## TASK REQUIREMENTS
Could you count how many lines of the data include "canvas" and answer with the number only?
*** SUPPLIED MATERIAL
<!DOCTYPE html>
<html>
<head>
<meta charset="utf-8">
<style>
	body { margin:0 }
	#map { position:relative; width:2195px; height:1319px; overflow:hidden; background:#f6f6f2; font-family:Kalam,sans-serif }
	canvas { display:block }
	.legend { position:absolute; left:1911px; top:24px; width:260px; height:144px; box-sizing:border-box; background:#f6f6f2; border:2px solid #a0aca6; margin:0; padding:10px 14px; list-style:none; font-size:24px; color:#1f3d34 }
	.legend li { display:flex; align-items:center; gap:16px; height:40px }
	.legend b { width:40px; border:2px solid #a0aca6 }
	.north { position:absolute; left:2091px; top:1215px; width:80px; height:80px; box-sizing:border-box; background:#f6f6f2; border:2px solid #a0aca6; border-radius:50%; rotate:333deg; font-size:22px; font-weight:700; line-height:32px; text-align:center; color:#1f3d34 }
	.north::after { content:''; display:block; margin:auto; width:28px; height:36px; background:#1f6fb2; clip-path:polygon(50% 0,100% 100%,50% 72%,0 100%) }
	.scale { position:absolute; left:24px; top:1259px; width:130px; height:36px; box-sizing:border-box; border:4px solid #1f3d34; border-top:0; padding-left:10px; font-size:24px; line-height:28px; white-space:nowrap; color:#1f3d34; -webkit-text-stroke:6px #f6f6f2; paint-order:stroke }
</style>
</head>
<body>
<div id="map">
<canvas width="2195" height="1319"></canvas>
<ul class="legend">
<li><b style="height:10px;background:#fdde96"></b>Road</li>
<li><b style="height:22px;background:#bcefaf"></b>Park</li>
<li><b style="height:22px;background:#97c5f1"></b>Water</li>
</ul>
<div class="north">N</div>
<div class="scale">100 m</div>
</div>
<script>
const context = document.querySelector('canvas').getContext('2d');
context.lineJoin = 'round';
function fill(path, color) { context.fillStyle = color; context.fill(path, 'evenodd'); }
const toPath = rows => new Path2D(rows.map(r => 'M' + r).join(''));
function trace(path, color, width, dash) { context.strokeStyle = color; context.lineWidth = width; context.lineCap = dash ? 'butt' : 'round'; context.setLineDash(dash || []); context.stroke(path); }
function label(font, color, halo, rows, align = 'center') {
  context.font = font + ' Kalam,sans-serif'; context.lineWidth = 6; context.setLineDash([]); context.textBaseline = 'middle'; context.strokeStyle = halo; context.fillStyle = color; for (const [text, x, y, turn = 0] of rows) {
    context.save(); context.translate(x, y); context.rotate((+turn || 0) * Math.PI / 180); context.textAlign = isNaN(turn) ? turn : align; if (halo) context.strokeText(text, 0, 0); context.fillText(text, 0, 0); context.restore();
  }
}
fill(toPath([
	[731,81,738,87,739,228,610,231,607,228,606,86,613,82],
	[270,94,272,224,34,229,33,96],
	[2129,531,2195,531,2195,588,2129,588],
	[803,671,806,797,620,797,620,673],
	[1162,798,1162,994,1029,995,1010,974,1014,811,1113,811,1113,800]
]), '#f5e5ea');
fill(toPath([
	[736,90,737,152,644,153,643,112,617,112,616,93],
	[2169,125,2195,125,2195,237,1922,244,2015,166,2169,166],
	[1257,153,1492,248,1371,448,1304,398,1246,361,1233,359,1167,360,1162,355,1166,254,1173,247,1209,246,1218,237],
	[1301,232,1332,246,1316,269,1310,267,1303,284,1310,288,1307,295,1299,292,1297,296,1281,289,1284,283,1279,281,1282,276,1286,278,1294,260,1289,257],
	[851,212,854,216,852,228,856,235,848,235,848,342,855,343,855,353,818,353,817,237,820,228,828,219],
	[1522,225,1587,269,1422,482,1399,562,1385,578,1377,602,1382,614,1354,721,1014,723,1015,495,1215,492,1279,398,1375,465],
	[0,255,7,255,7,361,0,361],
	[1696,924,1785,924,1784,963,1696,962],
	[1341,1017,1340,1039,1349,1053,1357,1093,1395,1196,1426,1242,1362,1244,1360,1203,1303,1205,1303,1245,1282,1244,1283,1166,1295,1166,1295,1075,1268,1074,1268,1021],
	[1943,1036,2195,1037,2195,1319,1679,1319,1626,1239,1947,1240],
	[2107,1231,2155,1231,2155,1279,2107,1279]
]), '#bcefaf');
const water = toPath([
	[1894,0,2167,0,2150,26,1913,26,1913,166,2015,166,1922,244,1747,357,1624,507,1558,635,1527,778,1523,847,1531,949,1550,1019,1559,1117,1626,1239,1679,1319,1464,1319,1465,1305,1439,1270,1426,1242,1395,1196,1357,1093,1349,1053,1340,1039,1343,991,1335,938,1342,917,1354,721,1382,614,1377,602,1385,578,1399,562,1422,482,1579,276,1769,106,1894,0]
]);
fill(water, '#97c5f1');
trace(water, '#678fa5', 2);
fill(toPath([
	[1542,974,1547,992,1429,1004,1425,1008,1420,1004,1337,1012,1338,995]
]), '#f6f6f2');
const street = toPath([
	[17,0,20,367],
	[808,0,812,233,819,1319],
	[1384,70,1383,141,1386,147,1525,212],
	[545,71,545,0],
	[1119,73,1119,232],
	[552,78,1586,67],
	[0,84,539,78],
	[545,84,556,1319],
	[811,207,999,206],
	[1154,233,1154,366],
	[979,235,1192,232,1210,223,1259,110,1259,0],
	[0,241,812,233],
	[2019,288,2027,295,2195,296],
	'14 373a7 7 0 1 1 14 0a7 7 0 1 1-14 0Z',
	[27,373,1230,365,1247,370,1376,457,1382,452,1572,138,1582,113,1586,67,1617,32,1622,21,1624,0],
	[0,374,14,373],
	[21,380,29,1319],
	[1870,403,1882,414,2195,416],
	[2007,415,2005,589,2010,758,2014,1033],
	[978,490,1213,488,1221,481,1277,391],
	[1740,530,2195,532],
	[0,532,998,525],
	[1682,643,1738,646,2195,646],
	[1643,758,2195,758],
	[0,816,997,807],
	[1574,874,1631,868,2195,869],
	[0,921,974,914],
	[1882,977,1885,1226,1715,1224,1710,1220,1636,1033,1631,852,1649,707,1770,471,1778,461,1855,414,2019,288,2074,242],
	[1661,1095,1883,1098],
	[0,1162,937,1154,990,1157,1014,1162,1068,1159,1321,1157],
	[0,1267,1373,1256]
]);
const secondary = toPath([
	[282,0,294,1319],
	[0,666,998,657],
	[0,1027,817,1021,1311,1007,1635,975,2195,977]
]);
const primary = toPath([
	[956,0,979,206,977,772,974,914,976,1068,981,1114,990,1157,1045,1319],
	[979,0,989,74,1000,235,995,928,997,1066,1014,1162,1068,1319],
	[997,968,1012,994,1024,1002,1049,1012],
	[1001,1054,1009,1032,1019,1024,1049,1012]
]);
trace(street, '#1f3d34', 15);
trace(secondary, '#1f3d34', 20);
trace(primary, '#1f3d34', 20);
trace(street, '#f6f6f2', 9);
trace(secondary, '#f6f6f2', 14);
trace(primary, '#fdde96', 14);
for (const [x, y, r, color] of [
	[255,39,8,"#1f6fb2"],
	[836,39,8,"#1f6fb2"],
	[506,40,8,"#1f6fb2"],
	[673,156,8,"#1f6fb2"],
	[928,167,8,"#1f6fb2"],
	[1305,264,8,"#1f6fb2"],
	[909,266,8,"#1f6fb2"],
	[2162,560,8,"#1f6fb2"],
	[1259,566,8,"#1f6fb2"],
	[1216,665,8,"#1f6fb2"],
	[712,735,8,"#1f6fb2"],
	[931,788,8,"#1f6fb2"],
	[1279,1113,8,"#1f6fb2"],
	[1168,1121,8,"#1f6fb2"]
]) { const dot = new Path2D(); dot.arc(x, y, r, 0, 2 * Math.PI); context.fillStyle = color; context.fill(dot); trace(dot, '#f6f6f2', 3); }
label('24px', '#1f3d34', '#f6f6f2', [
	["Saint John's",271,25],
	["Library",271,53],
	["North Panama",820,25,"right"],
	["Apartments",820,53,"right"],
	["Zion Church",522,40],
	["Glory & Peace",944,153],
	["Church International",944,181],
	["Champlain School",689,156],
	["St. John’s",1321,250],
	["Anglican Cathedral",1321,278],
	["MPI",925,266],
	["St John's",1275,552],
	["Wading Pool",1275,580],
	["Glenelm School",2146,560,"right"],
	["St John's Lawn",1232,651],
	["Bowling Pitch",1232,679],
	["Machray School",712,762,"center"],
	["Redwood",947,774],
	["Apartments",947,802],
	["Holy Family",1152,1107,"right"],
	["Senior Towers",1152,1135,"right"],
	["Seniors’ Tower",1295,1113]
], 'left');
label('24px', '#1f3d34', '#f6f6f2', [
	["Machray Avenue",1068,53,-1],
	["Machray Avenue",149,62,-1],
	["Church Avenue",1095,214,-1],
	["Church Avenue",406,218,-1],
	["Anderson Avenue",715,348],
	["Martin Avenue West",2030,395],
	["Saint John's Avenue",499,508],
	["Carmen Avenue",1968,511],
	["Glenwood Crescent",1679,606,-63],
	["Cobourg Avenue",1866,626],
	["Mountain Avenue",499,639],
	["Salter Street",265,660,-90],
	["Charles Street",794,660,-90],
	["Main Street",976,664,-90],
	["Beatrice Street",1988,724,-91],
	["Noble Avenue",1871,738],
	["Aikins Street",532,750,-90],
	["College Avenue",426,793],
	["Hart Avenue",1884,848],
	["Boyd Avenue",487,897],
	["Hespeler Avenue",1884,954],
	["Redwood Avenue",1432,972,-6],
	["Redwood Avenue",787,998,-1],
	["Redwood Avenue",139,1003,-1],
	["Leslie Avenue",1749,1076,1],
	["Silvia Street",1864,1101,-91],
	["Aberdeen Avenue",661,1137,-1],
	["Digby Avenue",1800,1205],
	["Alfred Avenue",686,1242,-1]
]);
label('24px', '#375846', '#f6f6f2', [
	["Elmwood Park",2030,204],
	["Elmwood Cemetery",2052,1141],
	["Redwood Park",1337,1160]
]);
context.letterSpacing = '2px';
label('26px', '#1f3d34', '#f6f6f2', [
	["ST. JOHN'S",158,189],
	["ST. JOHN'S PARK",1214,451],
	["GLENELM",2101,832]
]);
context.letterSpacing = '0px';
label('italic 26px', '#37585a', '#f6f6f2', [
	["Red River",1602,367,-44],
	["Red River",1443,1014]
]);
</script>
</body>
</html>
******
## WORKED SOLUTION
3